— Excerpted records —
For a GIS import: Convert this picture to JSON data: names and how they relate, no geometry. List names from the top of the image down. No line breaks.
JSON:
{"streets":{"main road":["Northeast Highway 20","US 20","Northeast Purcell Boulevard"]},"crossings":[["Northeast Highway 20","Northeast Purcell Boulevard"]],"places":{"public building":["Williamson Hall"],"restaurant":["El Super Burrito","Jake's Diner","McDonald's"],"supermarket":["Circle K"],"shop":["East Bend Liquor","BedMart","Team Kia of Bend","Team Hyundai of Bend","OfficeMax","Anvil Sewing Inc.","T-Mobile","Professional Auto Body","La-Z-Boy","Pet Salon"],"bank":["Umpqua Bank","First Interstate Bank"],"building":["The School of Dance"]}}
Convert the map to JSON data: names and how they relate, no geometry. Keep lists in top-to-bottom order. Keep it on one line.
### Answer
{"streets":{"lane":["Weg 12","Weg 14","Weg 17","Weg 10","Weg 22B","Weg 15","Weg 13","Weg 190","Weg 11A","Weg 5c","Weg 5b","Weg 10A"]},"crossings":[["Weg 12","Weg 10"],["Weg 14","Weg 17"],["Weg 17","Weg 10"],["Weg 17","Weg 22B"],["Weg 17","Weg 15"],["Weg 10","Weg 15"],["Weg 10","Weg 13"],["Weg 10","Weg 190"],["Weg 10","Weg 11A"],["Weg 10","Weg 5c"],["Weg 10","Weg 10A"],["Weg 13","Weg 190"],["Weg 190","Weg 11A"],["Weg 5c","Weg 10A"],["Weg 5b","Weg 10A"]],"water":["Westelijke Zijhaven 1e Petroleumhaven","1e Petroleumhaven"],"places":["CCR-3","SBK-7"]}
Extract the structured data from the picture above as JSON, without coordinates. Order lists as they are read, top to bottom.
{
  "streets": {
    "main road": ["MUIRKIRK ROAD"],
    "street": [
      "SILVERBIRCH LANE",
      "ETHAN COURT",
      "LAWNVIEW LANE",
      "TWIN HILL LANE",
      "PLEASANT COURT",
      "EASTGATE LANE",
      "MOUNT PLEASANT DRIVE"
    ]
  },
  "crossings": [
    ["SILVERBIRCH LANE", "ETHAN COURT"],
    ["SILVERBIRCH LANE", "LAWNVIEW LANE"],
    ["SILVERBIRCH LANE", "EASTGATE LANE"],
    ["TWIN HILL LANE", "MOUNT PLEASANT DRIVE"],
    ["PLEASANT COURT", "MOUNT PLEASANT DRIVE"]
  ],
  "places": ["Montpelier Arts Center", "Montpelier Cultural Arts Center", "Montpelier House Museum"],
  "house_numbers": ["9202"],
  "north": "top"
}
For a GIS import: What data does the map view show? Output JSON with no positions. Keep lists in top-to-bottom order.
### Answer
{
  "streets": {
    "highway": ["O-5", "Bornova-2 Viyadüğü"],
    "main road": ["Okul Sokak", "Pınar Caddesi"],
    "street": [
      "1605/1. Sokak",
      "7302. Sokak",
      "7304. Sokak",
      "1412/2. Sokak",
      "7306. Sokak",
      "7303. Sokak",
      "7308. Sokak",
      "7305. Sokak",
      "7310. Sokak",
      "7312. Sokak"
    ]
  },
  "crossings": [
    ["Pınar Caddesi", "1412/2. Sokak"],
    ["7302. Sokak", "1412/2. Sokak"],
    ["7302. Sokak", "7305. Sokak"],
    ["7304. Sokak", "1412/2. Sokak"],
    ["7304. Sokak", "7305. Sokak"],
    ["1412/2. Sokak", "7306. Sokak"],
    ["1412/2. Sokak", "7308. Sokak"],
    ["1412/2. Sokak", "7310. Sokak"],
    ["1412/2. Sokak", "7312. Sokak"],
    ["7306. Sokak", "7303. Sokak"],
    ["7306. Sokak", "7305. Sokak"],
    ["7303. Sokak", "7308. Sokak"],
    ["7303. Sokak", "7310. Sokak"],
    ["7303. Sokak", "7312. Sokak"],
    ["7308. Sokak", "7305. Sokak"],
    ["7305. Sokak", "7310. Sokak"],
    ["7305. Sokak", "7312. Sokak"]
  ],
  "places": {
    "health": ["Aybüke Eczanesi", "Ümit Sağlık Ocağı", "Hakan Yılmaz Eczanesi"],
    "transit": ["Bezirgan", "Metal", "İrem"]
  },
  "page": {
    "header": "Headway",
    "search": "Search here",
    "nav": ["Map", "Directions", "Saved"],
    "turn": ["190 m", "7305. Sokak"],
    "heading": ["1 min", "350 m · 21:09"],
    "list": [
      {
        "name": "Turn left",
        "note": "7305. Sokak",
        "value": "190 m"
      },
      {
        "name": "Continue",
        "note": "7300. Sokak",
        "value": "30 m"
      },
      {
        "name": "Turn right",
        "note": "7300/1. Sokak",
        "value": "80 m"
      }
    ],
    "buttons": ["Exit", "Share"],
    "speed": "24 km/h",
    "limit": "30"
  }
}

— What this task involves —
Please repeat the data above verbatim, all of it.

— Reply to the task —
For a GIS import: Convert this picture to JSON data: names and how they relate, no geometry. List names from the top of the image down. No line breaks.
JSON:
{"streets":{"main road":["Northeast Highway 20","US 20","Northeast Purcell Boulevard"]},"crossings":[["Northeast Highway 20","Northeast Purcell Boulevard"]],"places":{"public building":["Williamson Hall"],"restaurant":["El Super Burrito","Jake's Diner","McDonald's"],"supermarket":["Circle K"],"shop":["East Bend Liquor","BedMart","Team Kia of Bend","Team Hyundai of Bend","OfficeMax","Anvil Sewing Inc.","T-Mobile","Professional Auto Body","La-Z-Boy","Pet Salon"],"bank":["Umpqua Bank","First Interstate Bank"],"building":["The School of Dance"]}}
Convert the map to JSON data: names and how they relate, no geometry. Keep lists in top-to-bottom order. Keep it on one line.
### Answer
{"streets":{"lane":["Weg 12","Weg 14","Weg 17","Weg 10","Weg 22B","Weg 15","Weg 13","Weg 190","Weg 11A","Weg 5c","Weg 5b","Weg 10A"]},"crossings":[["Weg 12","Weg 10"],["Weg 14","Weg 17"],["Weg 17","Weg 10"],["Weg 17","Weg 22B"],["Weg 17","Weg 15"],["Weg 10","Weg 15"],["Weg 10","Weg 13"],["Weg 10","Weg 190"],["Weg 10","Weg 11A"],["Weg 10","Weg 5c"],["Weg 10","Weg 10A"],["Weg 13","Weg 190"],["Weg 190","Weg 11A"],["Weg 5c","Weg 10A"],["Weg 5b","Weg 10A"]],"water":["Westelijke Zijhaven 1e Petroleumhaven","1e Petroleumhaven"],"places":["CCR-3","SBK-7"]}
Extract the structured data from the picture above as JSON, without coordinates. Order lists as they are read, top to bottom.
{
  "streets": {
    "main road": ["MUIRKIRK ROAD"],
    "street": [
      "SILVERBIRCH LANE",
      "ETHAN COURT",
      "LAWNVIEW LANE",
      "TWIN HILL LANE",
      "PLEASANT COURT",
      "EASTGATE LANE",
      "MOUNT PLEASANT DRIVE"
    ]
  },
  "crossings": [
    ["SILVERBIRCH LANE", "ETHAN COURT"],
    ["SILVERBIRCH LANE", "LAWNVIEW LANE"],
    ["SILVERBIRCH LANE", "EASTGATE LANE"],
    ["TWIN HILL LANE", "MOUNT PLEASANT DRIVE"],
    ["PLEASANT COURT", "MOUNT PLEASANT DRIVE"]
  ],
  "places": ["Montpelier Arts Center", "Montpelier Cultural Arts Center", "Montpelier House Museum"],
  "house_numbers": ["9202"],
  "north": "top"
}
For a GIS import: What data does the map view show? Output JSON with no positions. Keep lists in top-to-bottom order.
### Answer
{
  "streets": {
    "highway": ["O-5", "Bornova-2 Viyadüğü"],
    "main road": ["Okul Sokak", "Pınar Caddesi"],
    "street": [
      "1605/1. Sokak",
      "7302. Sokak",
      "7304. Sokak",
      "1412/2. Sokak",
      "7306. Sokak",
      "7303. Sokak",
      "7308. Sokak",
      "7305. Sokak",
      "7310. Sokak",
      "7312. Sokak"
    ]
  },
  "crossings": [
    ["Pınar Caddesi", "1412/2. Sokak"],
    ["7302. Sokak", "1412/2. Sokak"],
    ["7302. Sokak", "7305. Sokak"],
    ["7304. Sokak", "1412/2. Sokak"],
    ["7304. Sokak", "7305. Sokak"],
    ["1412/2. Sokak", "7306. Sokak"],
    ["1412/2. Sokak", "7308. Sokak"],
    ["1412/2. Sokak", "7310. Sokak"],
    ["1412/2. Sokak", "7312. Sokak"],
    ["7306. Sokak", "7303. Sokak"],
    ["7306. Sokak", "7305. Sokak"],
    ["7303. Sokak", "7308. Sokak"],
    ["7303. Sokak", "7310. Sokak"],
    ["7303. Sokak", "7312. Sokak"],
    ["7308. Sokak", "7305. Sokak"],
    ["7305. Sokak", "7310. Sokak"],
    ["7305. Sokak", "7312. Sokak"]
  ],
  "places": {
    "health": ["Aybüke Eczanesi", "Ümit Sağlık Ocağı", "Hakan Yılmaz Eczanesi"],
    "transit": ["Bezirgan", "Metal", "İrem"]
  },
  "page": {
    "header": "Headway",
    "search": "Search here",
    "nav": ["Map", "Directions", "Saved"],
    "turn": ["190 m", "7305. Sokak"],
    "heading": ["1 min", "350 m · 21:09"],
    "list": [
      {
        "name": "Turn left",
        "note": "7305. Sokak",
        "value": "190 m"
      },
      {
        "name": "Continue",
        "note": "7300. Sokak",
        "value": "30 m"
      },
      {
        "name": "Turn right",
        "note": "7300/1. Sokak",
        "value": "80 m"
      }
    ],
    "buttons": ["Exit", "Share"],
    "speed": "24 km/h",
    "limit": "30"
  }
}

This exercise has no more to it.